Auch der tägliche Konsum ist in der Gastronomie überdurchschnittlich hoch: Durchschnittlich 12,3 Zigaretten rauchen Beschäftigte aus dieser Branche pro Tag. Damit liegt sie knapp hinter Produktions- und Versorgungsunternehmen (12,8 Zigaretten) und über dem allgemeinen Durchschnitt von 11,5.
Das Gesundheitswesen raucht mit
Überraschend hoch ist der Anteil auch im Gesundheitsbereich – 11 Prozent der Befragten arbeiten dort. Trotz medizinischem Fachwissen und Gesundheitsbewusstsein greifen auch dort viele zur Zigarette. Dicht dahinter folgen die Finanzbranche (10 Prozent) und der IT-Sektor (8 Prozent). Besonders in der Finanzwelt werden Rauchpausen offenbar als Ventil genutzt, um mit Leistungsdruck und Deadlines umzugehen.

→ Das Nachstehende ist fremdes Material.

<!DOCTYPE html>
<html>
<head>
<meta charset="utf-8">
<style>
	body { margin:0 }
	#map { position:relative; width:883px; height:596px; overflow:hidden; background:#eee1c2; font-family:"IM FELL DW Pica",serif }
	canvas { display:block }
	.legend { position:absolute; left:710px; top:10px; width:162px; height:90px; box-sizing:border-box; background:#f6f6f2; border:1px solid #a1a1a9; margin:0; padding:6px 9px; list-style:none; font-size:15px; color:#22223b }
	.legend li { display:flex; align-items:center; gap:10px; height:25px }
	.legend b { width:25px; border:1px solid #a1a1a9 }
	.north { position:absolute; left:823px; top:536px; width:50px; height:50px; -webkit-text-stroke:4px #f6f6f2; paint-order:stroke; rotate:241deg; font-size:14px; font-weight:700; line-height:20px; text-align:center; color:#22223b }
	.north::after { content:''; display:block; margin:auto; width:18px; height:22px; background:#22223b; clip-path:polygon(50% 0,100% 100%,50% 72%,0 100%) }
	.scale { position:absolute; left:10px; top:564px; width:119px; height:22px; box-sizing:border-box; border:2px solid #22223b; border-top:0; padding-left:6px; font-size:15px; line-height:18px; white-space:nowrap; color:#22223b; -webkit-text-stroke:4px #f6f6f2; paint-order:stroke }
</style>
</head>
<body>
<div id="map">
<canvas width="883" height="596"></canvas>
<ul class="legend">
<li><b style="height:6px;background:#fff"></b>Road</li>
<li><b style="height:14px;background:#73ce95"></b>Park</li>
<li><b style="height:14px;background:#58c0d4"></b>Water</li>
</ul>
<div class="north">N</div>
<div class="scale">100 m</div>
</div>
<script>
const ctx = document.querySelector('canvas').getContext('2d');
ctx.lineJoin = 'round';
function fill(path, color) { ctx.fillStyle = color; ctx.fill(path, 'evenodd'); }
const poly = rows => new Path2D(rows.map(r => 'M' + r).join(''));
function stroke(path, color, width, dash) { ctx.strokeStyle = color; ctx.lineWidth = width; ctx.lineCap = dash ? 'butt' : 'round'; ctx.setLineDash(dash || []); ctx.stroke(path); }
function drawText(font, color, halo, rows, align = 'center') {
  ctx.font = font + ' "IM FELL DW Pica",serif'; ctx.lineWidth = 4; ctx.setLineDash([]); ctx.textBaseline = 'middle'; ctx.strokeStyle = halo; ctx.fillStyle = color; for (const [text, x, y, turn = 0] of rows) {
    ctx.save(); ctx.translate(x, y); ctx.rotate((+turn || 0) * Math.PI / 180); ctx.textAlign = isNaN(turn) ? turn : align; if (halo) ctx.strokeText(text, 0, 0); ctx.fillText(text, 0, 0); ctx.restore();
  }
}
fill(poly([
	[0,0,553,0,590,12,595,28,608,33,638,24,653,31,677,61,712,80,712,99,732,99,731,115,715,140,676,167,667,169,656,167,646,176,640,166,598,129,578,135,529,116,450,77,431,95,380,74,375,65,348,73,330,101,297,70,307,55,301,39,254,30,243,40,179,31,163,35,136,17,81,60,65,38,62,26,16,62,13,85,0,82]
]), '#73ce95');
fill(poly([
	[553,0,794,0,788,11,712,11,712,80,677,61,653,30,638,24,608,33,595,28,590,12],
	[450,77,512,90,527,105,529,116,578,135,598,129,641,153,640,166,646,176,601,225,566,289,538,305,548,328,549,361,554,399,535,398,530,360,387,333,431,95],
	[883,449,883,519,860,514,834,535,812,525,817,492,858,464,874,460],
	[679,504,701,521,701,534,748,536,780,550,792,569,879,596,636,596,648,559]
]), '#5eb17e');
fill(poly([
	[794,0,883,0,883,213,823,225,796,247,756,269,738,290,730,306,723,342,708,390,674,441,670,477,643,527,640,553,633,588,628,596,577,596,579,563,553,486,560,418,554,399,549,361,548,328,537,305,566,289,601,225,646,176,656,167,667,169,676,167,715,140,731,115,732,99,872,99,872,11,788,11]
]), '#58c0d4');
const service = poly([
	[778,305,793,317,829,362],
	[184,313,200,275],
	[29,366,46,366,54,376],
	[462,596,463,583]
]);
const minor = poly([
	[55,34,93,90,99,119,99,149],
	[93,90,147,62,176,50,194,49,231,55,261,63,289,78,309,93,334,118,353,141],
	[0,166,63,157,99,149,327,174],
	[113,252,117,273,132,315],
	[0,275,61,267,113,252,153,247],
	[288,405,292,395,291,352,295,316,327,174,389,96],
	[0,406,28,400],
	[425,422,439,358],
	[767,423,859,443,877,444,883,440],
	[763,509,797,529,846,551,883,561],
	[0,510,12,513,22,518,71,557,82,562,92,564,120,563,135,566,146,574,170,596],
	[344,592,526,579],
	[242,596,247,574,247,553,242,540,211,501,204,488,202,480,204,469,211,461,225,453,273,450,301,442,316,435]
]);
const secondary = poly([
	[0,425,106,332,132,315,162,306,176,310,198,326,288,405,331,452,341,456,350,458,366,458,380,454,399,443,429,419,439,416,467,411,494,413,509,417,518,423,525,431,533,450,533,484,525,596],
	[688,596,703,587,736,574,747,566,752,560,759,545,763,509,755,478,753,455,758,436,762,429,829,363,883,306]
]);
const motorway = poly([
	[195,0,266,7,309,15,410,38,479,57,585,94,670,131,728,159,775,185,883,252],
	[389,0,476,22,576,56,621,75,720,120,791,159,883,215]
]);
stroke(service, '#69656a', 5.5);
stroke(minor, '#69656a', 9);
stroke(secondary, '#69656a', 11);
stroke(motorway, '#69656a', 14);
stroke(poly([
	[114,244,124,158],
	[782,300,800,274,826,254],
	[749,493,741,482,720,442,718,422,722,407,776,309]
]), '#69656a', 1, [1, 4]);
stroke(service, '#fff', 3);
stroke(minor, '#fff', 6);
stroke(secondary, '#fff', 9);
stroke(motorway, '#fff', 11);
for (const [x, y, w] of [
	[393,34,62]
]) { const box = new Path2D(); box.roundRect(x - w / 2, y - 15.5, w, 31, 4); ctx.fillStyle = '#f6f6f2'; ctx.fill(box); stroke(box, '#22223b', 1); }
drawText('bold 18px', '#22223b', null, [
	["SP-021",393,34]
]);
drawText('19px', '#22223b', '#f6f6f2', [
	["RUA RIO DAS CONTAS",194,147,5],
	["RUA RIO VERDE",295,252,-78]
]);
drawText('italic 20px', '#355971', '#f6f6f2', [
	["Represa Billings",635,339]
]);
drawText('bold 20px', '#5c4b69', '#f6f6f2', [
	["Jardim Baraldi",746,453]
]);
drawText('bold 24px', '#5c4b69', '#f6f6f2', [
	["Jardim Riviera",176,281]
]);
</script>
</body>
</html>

Kunst, HR und Recht: Wo Rauchen keine Rolle mehr spielt
In der Kunst- und Kulturbranche sowie in der Rechtswelt liegt der Raucheranteil bei nur zwei Prozent. Auch in Human Resources (HR) rauchen nur drei Prozent der Befragten, im Medien- und Marketingbereich sind es fünf Prozent. Lindblad sieht hier eine klare Entwicklung: „Wo Rauchen früher als rebellisch oder intellektuell galt, haben heute Themen wie Achtsamkeit, Gesundheit und Work-Life-Balance die Oberhand gewonnen.“
Alternativen gewinnen an Zuspruch
Trotz der tief verankerten Gewohnheit zeigt sich auch eine gewisse Offenheit für Veränderung: 54 Prozent der Befragten würden auf weniger schädliche Alternativen umsteigen – elf Prozent aus rein finanziellen Gründen. Denn bei einem Preis von rund 6,80 Euro pro Packung spüren viele die Belastung. „61 Prozent geben an, durch das Rauchen finanziell unter Druck zu stehen“, sagt Lindblad. Rauchfreie Produkte wie Nikotinbeutel könnten nicht nur das Portemonnaie schonen, sondern auch Geruchsbelästigung vermeiden – ein Vorteil, der besonders in kundenorientierten Bereichen wie der Gastronomie Gewicht hat. Der Weg zur rauchfreien Gastronomie ist zwar längst politisch beschritten, im Arbeitsalltag vieler Beschäftigter aber noch lange nicht angekommen.
Die Umfrage macht deutlich: Rauchen ist in vielen Jobs eine soziale Praxis, ein Stressventil und Teil des Arbeitsalltags. Doch mit steigenden Preisen, wachsendem Gesundheitsbewusstsein und alternativen Produkten am Markt beginnt sich das Verhalten zu verändern.